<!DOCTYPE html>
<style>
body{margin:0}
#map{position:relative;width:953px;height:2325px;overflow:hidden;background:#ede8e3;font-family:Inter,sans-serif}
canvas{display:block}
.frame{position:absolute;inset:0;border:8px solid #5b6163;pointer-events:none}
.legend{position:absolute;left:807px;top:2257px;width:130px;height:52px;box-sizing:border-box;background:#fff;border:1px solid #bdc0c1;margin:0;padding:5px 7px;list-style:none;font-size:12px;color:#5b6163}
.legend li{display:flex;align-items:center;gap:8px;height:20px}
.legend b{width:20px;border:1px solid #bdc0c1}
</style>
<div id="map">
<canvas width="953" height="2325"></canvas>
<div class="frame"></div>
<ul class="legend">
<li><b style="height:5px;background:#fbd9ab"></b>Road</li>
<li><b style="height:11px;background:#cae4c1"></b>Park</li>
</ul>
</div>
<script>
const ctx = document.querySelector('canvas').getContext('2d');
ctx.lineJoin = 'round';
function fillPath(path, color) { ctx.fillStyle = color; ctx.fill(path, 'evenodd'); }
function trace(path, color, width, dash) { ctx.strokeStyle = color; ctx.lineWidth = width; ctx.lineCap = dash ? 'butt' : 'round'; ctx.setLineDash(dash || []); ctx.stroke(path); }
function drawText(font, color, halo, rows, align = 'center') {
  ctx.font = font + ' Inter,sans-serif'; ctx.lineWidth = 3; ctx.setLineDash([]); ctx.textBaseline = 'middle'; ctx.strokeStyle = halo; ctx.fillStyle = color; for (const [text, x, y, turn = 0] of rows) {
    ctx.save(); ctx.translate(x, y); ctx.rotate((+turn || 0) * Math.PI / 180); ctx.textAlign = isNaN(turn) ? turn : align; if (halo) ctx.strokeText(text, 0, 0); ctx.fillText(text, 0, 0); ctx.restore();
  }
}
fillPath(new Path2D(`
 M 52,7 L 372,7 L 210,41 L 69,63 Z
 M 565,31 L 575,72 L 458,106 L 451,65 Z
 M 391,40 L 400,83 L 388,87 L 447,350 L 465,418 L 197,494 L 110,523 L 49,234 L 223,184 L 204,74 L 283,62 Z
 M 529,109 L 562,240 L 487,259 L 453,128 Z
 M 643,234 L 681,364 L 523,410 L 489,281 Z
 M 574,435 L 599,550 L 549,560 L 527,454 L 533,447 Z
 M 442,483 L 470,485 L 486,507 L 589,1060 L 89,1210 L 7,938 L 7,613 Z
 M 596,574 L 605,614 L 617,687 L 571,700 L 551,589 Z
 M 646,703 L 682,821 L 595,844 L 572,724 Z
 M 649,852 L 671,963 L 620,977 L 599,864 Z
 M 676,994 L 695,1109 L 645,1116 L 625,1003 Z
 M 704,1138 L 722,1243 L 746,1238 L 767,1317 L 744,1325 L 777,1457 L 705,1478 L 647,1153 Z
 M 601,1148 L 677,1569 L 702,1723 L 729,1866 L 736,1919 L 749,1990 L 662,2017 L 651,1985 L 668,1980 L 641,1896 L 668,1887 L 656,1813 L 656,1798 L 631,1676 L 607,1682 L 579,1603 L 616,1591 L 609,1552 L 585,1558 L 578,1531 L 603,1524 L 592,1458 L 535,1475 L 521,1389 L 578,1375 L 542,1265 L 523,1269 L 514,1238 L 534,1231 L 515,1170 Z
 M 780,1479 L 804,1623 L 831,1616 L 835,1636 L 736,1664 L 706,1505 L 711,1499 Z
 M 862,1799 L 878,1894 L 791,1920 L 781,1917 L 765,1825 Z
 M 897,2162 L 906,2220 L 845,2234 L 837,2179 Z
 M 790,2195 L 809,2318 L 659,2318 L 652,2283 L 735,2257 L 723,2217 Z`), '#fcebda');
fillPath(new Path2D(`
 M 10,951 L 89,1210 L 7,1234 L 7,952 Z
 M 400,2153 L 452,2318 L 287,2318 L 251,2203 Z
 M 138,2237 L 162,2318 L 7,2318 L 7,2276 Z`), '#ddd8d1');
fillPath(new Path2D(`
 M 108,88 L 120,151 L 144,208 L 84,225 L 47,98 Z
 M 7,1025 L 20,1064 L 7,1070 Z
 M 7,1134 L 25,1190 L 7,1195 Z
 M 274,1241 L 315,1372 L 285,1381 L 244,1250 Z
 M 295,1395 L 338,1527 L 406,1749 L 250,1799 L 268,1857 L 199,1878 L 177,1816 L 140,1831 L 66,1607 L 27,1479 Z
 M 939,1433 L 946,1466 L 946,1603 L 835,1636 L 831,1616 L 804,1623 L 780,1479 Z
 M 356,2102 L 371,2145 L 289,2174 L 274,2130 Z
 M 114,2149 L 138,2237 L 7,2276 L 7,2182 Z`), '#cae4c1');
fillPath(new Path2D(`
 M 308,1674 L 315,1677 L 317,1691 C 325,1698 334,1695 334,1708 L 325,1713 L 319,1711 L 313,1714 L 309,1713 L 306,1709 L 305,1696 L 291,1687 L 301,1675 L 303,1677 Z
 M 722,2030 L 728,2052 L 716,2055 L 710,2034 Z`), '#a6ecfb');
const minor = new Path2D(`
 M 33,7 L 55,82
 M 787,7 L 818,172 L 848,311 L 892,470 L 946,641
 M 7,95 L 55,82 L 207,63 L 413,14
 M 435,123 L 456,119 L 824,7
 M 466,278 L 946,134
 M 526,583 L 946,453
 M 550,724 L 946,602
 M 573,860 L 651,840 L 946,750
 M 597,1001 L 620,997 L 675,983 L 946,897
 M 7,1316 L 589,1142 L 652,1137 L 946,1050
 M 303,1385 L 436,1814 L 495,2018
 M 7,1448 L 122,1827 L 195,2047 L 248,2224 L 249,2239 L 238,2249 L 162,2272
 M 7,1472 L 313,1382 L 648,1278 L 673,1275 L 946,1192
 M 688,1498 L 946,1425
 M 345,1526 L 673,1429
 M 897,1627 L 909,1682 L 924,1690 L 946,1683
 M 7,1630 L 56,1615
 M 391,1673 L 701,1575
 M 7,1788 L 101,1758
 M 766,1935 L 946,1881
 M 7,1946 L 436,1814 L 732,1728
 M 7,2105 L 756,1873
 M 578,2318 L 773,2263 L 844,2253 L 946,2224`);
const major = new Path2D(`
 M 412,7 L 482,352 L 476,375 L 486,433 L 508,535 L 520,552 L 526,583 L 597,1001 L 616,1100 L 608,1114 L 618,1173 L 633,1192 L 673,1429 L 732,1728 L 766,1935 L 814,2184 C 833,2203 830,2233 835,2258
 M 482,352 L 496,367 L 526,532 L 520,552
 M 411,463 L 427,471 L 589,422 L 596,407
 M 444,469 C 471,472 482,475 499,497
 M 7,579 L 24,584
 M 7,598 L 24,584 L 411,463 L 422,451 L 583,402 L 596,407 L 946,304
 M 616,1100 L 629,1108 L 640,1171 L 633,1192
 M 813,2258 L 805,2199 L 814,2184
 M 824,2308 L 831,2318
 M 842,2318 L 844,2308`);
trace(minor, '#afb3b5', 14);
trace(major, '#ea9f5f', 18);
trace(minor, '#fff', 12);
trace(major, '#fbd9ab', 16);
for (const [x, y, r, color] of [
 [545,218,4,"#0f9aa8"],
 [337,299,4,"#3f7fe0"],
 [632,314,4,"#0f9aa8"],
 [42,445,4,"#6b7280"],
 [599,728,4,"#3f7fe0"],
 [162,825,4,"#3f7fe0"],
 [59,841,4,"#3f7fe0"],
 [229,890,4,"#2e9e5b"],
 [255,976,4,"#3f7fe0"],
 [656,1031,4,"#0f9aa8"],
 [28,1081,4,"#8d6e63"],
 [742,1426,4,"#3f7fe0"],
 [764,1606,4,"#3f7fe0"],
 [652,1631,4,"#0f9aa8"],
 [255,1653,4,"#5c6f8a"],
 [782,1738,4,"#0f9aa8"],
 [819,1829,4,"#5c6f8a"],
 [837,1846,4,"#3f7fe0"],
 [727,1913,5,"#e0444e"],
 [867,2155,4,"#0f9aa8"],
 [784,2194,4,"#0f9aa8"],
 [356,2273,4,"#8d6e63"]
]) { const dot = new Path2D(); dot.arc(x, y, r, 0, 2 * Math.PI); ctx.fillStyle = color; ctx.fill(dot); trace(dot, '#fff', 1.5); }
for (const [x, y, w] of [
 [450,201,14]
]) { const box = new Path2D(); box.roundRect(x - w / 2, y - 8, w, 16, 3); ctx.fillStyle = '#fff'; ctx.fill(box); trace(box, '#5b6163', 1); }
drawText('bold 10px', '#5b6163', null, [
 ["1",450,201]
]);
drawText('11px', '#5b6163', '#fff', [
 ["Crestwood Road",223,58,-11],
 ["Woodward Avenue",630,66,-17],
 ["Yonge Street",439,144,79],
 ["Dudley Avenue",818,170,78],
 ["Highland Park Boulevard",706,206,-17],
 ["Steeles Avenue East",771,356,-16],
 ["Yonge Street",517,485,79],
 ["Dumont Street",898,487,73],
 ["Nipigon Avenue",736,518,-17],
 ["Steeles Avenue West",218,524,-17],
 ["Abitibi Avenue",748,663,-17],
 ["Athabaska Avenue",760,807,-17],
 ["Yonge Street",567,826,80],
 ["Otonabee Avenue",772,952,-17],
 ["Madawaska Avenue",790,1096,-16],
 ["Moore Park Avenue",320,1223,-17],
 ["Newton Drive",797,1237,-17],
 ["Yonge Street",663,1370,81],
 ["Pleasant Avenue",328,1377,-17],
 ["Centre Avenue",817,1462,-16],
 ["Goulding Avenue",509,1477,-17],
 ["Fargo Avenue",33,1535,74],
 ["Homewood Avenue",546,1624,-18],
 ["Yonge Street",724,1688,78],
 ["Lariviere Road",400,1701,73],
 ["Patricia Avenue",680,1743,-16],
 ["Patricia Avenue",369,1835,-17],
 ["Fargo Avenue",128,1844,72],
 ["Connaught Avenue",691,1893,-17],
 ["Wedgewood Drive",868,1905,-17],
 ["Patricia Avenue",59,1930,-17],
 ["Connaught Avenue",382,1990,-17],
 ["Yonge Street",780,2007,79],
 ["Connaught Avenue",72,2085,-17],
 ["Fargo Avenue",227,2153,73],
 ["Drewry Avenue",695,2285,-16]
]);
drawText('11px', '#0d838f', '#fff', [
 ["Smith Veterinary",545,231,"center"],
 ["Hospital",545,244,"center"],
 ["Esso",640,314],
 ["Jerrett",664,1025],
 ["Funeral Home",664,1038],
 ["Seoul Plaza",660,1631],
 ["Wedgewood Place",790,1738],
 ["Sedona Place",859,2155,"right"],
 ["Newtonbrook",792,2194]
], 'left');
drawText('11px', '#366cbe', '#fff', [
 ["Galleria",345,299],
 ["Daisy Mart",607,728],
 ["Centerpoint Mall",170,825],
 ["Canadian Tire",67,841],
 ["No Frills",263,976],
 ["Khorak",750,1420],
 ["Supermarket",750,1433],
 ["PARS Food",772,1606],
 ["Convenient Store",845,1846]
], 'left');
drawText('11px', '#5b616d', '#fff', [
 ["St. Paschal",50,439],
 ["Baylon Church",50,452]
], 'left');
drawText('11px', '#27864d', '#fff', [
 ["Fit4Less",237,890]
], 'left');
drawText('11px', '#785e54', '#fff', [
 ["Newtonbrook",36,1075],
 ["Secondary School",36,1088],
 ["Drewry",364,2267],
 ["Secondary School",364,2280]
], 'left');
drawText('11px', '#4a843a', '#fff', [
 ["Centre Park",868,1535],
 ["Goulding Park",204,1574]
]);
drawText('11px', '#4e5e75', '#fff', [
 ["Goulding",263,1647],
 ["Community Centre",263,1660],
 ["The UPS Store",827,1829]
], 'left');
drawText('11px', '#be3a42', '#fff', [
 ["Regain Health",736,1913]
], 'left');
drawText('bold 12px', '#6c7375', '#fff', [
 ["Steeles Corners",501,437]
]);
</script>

__TASK DESCRIPTION__
The only acceptable answer is a number: how many lines of the listing contain the word "display".

__RESPONSE BOX__
2